Disrupting the delivery of an application today can leave users and entire corporations without access to critical data to deliver value to businesses and end-users.
Therefore, for organizations to innovate without harming the user experience, companies in the digital age must adopt modern and intelligent development practices and solutions that help to mitigate threats, ensuring observability of application performance. With this stance, leaders can reduce risk and unexpected errors, improve code quality and ease the burden on DevOps teams. It is necessary as innovation cycles have become faster and demands have become more urgent.
Recent Dynatrace research indicated that organizations expect the frequency of their software releases to increase by 58% by 2023. But many of these companies will struggle to keep up with this planned pace as DevOps teams are experiencing existing workloads.
As IT complexity increases, the time demands on DevOps teams increase even more. Writing code is only part of the daily battle these professionals face.
On top of this, there is time-consuming manual testing, increasingly fragmented tool configuration and integration chains, and the explosion of data resulting from the move to the cloud. This entire set of tasks certainly adds friction to the development process.

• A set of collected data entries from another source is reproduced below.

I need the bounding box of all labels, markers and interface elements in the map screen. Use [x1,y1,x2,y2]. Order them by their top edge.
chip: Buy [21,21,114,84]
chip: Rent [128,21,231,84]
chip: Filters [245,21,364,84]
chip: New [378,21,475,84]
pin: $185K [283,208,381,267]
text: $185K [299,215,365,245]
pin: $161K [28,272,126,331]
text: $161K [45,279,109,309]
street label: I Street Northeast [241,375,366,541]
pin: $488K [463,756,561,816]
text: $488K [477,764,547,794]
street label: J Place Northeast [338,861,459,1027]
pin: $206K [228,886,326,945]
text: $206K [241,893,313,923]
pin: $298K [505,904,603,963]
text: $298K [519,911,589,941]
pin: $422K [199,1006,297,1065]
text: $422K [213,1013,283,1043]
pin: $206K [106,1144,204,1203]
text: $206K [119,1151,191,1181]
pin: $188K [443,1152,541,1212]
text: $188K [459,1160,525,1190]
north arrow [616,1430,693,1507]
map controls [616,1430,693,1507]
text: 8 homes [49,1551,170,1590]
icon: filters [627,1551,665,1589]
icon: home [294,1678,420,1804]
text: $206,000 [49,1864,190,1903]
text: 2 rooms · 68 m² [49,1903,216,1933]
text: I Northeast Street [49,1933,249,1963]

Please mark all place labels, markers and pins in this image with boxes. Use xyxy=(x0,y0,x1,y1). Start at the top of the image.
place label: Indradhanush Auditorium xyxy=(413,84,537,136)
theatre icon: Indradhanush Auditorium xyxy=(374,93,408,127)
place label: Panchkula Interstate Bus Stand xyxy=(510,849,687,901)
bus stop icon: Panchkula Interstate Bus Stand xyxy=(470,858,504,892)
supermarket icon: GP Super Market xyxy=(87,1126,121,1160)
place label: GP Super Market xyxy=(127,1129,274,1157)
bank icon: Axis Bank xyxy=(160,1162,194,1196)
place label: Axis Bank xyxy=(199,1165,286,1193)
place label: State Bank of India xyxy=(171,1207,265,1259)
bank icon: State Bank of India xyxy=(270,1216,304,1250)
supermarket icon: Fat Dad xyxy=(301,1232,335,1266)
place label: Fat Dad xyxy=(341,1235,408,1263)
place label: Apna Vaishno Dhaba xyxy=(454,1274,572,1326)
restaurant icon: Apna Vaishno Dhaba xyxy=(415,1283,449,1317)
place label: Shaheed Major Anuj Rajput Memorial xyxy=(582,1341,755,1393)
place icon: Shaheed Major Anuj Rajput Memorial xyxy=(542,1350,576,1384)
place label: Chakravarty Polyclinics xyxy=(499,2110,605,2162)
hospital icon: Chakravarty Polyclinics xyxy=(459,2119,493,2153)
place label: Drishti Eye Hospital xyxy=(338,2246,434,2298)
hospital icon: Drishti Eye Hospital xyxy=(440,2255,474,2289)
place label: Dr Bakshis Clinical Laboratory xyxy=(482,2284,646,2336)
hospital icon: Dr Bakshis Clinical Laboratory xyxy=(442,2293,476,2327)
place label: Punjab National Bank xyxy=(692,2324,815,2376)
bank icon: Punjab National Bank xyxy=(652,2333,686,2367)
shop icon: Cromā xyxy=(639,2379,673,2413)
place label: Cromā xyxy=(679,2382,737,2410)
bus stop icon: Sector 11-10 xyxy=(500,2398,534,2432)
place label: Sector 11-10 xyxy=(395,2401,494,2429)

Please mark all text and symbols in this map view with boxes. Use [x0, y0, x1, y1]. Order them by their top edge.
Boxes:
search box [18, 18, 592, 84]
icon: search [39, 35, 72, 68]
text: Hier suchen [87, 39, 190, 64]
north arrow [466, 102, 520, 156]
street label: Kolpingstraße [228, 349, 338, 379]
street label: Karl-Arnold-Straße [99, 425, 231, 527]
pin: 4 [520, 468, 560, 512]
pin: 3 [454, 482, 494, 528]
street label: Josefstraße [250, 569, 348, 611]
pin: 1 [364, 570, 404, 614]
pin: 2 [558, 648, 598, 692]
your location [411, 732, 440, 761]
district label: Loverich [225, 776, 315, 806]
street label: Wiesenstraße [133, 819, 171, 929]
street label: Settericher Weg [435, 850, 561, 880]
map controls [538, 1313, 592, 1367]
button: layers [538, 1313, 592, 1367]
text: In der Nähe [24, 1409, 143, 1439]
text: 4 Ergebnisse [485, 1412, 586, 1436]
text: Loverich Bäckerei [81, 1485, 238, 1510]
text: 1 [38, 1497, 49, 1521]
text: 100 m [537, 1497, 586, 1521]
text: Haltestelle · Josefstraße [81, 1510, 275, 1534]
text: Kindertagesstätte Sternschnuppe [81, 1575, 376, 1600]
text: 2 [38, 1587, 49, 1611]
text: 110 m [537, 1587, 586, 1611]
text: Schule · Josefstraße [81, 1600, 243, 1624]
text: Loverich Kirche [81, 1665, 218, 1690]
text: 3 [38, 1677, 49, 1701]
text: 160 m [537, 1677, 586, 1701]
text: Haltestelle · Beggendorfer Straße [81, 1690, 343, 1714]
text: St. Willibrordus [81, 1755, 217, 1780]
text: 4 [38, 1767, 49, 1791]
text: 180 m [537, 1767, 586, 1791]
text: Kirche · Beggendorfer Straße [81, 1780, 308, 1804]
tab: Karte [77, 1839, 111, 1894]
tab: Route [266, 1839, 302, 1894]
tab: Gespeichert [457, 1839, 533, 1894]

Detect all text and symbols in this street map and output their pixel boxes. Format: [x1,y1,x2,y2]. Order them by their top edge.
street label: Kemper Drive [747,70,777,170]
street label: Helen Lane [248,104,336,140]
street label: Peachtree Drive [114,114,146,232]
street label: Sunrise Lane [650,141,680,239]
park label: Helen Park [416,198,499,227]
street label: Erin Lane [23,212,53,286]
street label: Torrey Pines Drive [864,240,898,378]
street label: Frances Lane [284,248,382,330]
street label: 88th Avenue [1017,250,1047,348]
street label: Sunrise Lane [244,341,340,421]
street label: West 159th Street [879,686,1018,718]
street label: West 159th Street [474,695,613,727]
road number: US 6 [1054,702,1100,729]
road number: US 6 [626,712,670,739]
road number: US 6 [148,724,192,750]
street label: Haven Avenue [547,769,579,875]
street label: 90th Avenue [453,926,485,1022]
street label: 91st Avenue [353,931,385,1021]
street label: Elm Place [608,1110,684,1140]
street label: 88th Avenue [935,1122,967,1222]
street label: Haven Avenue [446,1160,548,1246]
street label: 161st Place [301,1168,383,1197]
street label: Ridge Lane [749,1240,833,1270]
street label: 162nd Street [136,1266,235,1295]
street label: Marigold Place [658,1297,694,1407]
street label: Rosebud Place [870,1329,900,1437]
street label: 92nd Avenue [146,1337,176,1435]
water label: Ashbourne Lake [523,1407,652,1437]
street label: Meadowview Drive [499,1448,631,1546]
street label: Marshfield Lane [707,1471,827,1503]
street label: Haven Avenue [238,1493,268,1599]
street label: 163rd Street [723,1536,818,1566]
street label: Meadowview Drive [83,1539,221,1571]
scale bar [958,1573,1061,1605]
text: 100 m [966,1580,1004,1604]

With so much work and no additional resources, the pressure on DevOps teams can force them to sacrifice code quality. As a result, encoding errors are more likely to pass through the network, harming digital services and user experiences. It is a crucial challenge because even the slightest applied changes can bring risks to the performance of the software and the operation as a whole.
It is necessary to find ways to measure the impacts and changes brought by each update and preferably in real-time. It sounds simple, but the truth is that it can be hard to understand the true impact of a new software version until it is released. Worse still, it is often difficult to revert the change when it creates a problem and reverts to a previous, stable version of the application.
Much of this challenge is due to the complexity of multi-cloud environments. Digital services are composed of hundreds of millions of lines of code and billions of dependencies, spanning multiple platforms and different types of infrastructure. This interconnectivity makes it difficult for DevOps teams to understand the consequences of the changes – however small they may seem.
There is also the overhead of alerting, with cloud monitoring tools capturing a volume, velocity and variety of data beyond human ability to manage. It is often impossible for DevOps teams to quickly find the single line of code that triggered an issue.
To prevent low-quality code from reaching production and to ensure seamless user experiences, organizations need a more intelligent approach to software development. It starts with continuous automation to repeatable tasks, which frees DevOps teams to work on higher-value activities.
Combining this observability with AIOps (the use of AI in operations) can take these insights a step further by automatically prioritizing issues according to their business impact. This way, DevOps teams can quickly identify urgent alerts and resolve them before users experience problems.
Improving development practices through AIOps, automation and observability can significantly relieve pressure on DevOps teams and help them keep pace with Digital Transformation. As organizations are releasing software faster, it is increasingly essential to integrate intelligence with continuous, automatic insights across the entire digital services environment. Only then will it be possible to accelerate the transformation and deliver seamless software experiences as customers want.